At first it appeared to work, as Ethelred’s valiant quests and tales of courage brought me back to a time where I needn’t worry about anything else than the words before me. Progressively though, as I got into the latter, more tragedious parts of the legend of Ethelred, the sense of unease that I’d been ignoring slowly crept back. Some chapters described the effects of a terrible plague sweeping the country, and with every description of a blemished corpse or retching child, strange images of Maddie suffering similarly began flashing in my mind. Ethelred would splinter the gates of enemy forts with the mighty swings of his mace, and at those moments I could swear the sounds of something heavy striking wood were coming from inside the house. Damsels in distress and tortured maidens would scream out in horror for Ethelred’s aid, and those desperate cries rang in my skull like the clapper of an agitated bell. At last, there came the story of Ethelred’s battle against hordes of undead monsters, and when they moaned and scratched at his door I could not bear it.
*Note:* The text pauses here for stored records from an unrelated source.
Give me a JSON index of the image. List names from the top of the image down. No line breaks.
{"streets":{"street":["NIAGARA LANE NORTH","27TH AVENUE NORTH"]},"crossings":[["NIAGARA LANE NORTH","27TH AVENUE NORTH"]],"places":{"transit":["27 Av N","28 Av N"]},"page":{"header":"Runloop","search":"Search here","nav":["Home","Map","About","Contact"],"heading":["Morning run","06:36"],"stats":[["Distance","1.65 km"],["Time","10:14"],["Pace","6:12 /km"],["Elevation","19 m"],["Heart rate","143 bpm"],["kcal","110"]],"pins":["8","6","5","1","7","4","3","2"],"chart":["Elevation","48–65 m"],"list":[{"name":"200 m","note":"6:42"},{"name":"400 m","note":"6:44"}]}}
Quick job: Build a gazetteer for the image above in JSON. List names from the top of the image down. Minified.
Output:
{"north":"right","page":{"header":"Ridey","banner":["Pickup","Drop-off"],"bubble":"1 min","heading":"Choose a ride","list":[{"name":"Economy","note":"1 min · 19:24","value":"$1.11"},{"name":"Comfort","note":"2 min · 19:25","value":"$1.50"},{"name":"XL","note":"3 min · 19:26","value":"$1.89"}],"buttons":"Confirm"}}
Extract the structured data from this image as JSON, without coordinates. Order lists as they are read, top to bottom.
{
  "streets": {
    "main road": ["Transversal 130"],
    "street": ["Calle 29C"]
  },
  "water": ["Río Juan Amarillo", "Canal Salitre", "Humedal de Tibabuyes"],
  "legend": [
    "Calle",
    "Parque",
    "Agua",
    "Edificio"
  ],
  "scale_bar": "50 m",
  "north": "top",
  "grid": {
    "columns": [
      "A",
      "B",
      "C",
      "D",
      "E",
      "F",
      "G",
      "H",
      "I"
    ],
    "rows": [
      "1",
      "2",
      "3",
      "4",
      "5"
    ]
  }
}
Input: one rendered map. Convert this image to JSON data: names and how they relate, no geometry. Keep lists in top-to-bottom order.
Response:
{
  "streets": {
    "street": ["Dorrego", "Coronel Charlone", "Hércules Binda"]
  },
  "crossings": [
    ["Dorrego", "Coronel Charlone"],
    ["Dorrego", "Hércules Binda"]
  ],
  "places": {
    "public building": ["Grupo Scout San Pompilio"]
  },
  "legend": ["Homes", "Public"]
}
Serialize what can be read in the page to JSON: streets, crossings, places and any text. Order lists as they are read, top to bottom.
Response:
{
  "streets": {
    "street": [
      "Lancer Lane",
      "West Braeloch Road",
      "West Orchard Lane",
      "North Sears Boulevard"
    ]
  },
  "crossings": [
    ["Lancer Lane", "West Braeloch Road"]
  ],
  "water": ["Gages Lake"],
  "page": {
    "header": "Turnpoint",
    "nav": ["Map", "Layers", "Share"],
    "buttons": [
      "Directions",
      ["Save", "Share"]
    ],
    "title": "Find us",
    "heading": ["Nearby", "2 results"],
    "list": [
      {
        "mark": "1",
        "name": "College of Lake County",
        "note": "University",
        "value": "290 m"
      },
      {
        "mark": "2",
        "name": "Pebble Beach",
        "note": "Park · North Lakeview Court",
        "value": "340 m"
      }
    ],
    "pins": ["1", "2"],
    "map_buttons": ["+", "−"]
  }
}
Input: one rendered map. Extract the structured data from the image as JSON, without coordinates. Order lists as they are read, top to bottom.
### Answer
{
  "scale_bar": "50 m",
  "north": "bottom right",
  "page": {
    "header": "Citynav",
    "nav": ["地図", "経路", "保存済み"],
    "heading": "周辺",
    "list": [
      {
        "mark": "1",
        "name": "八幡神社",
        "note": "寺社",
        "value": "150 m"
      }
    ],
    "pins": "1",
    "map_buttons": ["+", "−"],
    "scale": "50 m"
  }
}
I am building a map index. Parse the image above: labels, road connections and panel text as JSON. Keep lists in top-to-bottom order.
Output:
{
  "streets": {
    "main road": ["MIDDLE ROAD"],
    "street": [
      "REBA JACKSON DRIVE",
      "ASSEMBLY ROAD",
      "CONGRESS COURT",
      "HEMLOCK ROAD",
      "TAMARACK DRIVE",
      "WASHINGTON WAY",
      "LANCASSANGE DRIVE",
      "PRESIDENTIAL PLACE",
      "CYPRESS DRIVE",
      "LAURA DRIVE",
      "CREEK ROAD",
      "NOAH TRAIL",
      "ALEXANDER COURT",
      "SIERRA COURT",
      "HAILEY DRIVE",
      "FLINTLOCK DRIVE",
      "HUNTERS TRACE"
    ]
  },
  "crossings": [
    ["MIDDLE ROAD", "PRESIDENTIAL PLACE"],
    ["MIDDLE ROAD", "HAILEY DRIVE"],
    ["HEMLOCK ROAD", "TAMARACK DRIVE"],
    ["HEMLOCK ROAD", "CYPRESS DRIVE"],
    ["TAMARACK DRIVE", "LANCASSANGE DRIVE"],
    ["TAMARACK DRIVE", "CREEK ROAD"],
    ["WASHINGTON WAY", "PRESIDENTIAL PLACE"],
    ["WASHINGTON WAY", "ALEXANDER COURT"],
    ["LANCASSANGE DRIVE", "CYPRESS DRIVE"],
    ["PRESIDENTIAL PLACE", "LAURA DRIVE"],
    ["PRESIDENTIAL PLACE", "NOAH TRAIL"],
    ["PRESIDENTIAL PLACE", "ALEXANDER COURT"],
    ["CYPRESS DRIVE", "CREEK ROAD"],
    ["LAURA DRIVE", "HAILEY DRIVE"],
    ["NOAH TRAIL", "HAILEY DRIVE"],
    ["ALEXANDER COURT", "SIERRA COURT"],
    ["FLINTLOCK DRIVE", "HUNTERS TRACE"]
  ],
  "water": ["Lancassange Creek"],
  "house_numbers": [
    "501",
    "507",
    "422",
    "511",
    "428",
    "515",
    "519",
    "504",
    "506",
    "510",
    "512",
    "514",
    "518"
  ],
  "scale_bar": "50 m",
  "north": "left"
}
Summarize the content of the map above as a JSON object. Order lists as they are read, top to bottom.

I closed the book as fervently as I had opened it, and in my stupor I nearly failed to notice that I had not been imagining the sounds of Ethelred’s foes. Slowly turning my gaze towards the hallway, I heard the banging, crying and scratching of before, somewhat muffled by the door. Quietly and cautiously I rose from my bed and walked into the hallway, and it was then that I was sure of it. Terrible wails came from Maddie’s room, and the stench that I’d previously noted was in fact most prevalent there. I held my breath as I walked by Rick’s door, then stood paralyzed before Maddie’s. The cries and sounds of movement suddenly stopped. My fingers shivered over the doorknob, and with my heart trying to beat out of my chest I swung the door open.
Splayed on the ground directly in front of the door was the unmoving, lifeless body of Maddie Usher. Her long blond hair was unruly and torn in places, her nightgown was damaged beyond repair, and her thin limbs were the colour of dirty snow. Her speaker kept playing the same album from The Cranberries on the other side of the room, and her arms were outstretched as if the last thing they had done was claw at the door. Sure enough, the inside was covered in countless nail-sized carvings and wood chippings were spread across the floor around her. I knelt, and staring into her pale eyes, I put my fingers to her neck. It was unbearable, being this close, but I had to make sure.
There was no pulse.
All at once panic gripped at my throat, and I had trouble grounding myself in reality. A thousand thoughts clashed together in my head at impossible speeds, and Maddie stared directly at me in silent judgement at all times.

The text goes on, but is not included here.